What the task requires ->
Read through the data and report every line in which the word "absolute" occurs.

Collected data:
= = = = = = =

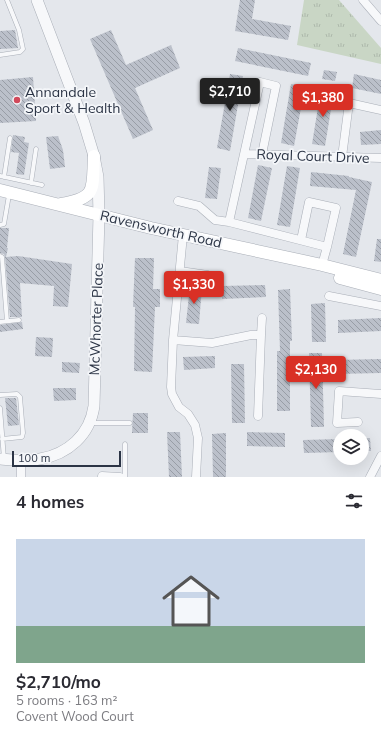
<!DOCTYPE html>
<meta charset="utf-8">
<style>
body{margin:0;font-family:Mulish,sans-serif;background:#f2f2f3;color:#2b2b33;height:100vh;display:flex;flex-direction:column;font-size:15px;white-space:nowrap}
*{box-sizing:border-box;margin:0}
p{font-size:13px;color:#7c7c81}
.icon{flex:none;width:22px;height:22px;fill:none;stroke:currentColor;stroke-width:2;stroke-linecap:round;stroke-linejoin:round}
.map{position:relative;height:477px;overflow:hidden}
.side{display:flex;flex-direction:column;background:#fff;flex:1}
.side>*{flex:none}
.tools{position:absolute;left:333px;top:429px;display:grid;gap:8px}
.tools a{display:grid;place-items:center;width:36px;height:36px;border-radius:50%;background:#fff;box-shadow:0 4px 16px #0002;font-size:20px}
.scale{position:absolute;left:12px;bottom:10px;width:109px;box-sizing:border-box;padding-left:4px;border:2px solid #2b3445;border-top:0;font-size:11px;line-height:14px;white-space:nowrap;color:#2b3445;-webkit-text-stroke:3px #f4f6f9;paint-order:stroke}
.price{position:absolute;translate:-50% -34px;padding:0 9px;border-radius:4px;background:#d93025;color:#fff;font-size:13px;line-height:26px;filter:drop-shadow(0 1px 2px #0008)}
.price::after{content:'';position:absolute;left:50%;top:24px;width:12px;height:9px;margin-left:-6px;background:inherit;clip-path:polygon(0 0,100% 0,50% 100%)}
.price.current{background:#222;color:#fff}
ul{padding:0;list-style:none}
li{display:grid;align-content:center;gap:8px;height:212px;padding:0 16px}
li span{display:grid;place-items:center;height:124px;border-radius:0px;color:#555}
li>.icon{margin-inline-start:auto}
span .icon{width:72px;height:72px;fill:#fffc;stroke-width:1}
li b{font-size:17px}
h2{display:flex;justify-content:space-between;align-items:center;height:48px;padding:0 16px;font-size:17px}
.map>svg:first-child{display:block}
.grass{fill:url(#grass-tufts)}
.building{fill:url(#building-back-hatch)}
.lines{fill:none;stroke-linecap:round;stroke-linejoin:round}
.service-casing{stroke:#a9aeb7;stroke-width:5}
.minor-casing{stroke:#a9aeb7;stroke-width:9}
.tertiary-casing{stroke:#a9aeb7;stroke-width:12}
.secondary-casing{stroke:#a9aeb7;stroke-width:13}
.service{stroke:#f7f8fa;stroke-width:4}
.minor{stroke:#f7f8fa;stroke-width:8}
.tertiary{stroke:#f7f8fa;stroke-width:11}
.secondary{stroke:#fff;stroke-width:12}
.poi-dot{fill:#d1495b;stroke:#f4f6f9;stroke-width:1.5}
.labels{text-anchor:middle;stroke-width:3.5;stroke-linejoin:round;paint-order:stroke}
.poi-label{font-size:14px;fill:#2b3445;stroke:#f4f6f9;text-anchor:start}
.street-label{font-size:14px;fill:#2b3445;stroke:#f4f6f9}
</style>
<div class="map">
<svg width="381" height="477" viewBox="0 0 381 477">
<defs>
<pattern id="grass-tufts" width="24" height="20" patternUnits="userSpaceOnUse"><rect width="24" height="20" fill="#c9d6c5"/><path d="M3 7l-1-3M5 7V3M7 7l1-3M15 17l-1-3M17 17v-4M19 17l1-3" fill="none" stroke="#adb8ab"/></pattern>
<pattern id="building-back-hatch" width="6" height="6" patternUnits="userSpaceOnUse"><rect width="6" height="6" fill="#bbc0ca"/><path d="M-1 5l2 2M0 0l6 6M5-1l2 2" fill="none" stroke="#989da6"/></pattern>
</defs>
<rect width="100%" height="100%" fill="#e4e7ec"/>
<path class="grass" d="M304,0h35l42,48v16l-84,-19z"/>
<path class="building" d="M240,0h15l-3,19 39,7 -3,14 -53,-9z
M15,30l3,18 -18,1v-18z
M111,30l15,35 45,-20 9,23 -45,20 18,42 -20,9 -43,-100z
M238,48l73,15 -3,13 -73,-15z
M324,70l13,2 -2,9 -13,-2z
M230,74l13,2 -13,75 -13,-3z
M354,74l27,6v14l-29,-6z
M33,77l3,44 -36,2v-43z
M291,84l14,2 -11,60 -13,-3z
M321,89l13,2 -9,55 -13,-2z
M381,130v14l-20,1 -1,-13z
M13,135l12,2 -1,5 5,1 -5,32 -8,-1 3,-21 -8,-1z
M58,136l5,14 2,17 -15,2 -4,-32z
M258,165l14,3 -11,53 -13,-3z
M287,166l13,2 -10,59 -13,-2z
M209,167l12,1 -4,31 -12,-1z
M311,172l38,4v1l23,5 -16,75 -13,-3 13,-64 -46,-4z
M0,228h9l-2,20h1l-2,9 12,-1 54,8 -4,43 -15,-1 1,-20 -34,-3 2,34h-12l-5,-60 -1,-3 -4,-1z
M377,239h4v23l-7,-1z
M135,258h19l-1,31h7v18h-5l-3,65 -18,-1 1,-64h-2z
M265,285l1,12 -44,2 -1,-13z
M190,286l12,1 -3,37 -13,-1z
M290,289l2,52h-2v70h-13v-60h3l-2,-61z
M325,303l1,39h-14l-1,-38z
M381,318v13l-43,2v-13z
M22,322l1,7 -23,3v-7z
M36,337l17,1 -1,19 -17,-1z
M309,353h13l2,74h-13z
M215,356v12l-31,2 -1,-13z
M381,359v14l-45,1 -1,-14z
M62,362l18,1 -1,10 -17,-1z
M231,364h13l1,59h-13z
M53,388h23v12l-22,1z
M5,398h11l3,27 -11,1z
M133,413h15v20h-16z
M167,432h13l2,45h-13z
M247,432l38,1v14l-38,-1z
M226,433v44h-13l-1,-43z
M362,438h8l1,13h-9z
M340,439v13l-36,1 -1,-13z"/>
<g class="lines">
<defs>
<path id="service" d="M0,55l20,-3 3,-3 -4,-19 -12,-30
M0,176l42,9
M4,177l6,-39
M31,183l5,-34
M0,225l4,-1 5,-29
M0,256l2,1 5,64
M180,269l28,4
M0,322l19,-2
M0,395l17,-1 3,3 3,36 -1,4 -20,2
M0,408l4,51
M90,423h40
M125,477v-33"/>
<path id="minor" d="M363,0l18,21
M245,154l136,4
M262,154l14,-68 -16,-4 -31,140 98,25 -5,18
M342,157l7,-54 32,7
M178,201l21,5 16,14 14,2
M183,235l-10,105 -2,47 1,7 7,13 9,7 7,11 3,13 -2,39
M301,240l8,-38 27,6 -9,39
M329,296l52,10
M261,335l1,-17
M173,340l39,3 39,-8h10l-3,81
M358,422l-21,1 2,-32 42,3
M102,476l18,1
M21,477v-16
M370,477l11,-21"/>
<path id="tertiary" d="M0,459c13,1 27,3 40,0 28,-5 50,-24 54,-53l5,-191 -1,-38 -4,-21 -10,-33 -47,-123"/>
<path id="secondary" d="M0,190l151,38 171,37 59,15
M61,204c37,-6 31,-15 33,-48
M340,278l41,11"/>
</defs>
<use href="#service" class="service-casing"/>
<use href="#minor" class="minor-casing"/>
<use href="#tertiary" class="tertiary-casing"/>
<use href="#secondary" class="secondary-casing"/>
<use href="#service" class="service"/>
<use href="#minor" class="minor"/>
<use href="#tertiary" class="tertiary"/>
<use href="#secondary" class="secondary"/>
</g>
<circle class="poi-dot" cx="17" cy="100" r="4"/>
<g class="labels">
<g class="poi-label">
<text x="25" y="97">Annandale<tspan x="25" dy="16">Sport &amp; Health</tspan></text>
</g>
<g class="street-label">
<text transform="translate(313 156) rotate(2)" y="5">Royal Court Drive</text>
<text transform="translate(161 229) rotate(13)" y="5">Ravensworth Road</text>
<text transform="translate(96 319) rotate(-88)" y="5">McWhorter Place</text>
</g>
</g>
</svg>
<div class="tools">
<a><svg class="icon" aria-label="layers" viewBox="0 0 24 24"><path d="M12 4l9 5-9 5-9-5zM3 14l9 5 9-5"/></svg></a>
</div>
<div class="scale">100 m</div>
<b class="price current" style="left:230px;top:112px">$2,710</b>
<b class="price" style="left:323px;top:118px">$1,380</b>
<b class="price" style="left:194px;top:305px">$1,330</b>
<b class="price" style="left:316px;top:390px">$2,130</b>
</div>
<section class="side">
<h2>4 homes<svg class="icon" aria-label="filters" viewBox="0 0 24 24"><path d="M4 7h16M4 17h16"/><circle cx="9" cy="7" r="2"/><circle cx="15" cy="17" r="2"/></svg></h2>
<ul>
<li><span style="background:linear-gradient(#c9d6e8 70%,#7fa58c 0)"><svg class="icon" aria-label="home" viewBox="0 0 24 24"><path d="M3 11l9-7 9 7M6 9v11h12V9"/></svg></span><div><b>$2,710/mo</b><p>5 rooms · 163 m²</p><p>Covent Wood Court</p></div></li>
</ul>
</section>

= = = = = = =

Solution for this exercise ->
.tools{position:absolute;left:333px;top:429px;display:grid;gap:8px}
.scale{position:absolute;left:12px;bottom:10px;width:109px;box-sizing:border-box;padding-left:4px;border:2px solid #2b3445;border-top:0;font-size:11px;line-height:14px;white-space:nowrap;color:#2b3445;-webkit-text-stroke:3px #f4f6f9;paint-order:stroke}
.price{position:absolute;translate:-50% -34px;padding:0 9px;border-radius:4px;background:#d93025;color:#fff;font-size:13px;line-height:26px;filter:drop-shadow(0 1px 2px #0008)}
.price::after{content:'';position:absolute;left:50%;top:24px;width:12px;height:9px;margin-left:-6px;background:inherit;clip-path:polygon(0 0,100% 0,50% 100%)}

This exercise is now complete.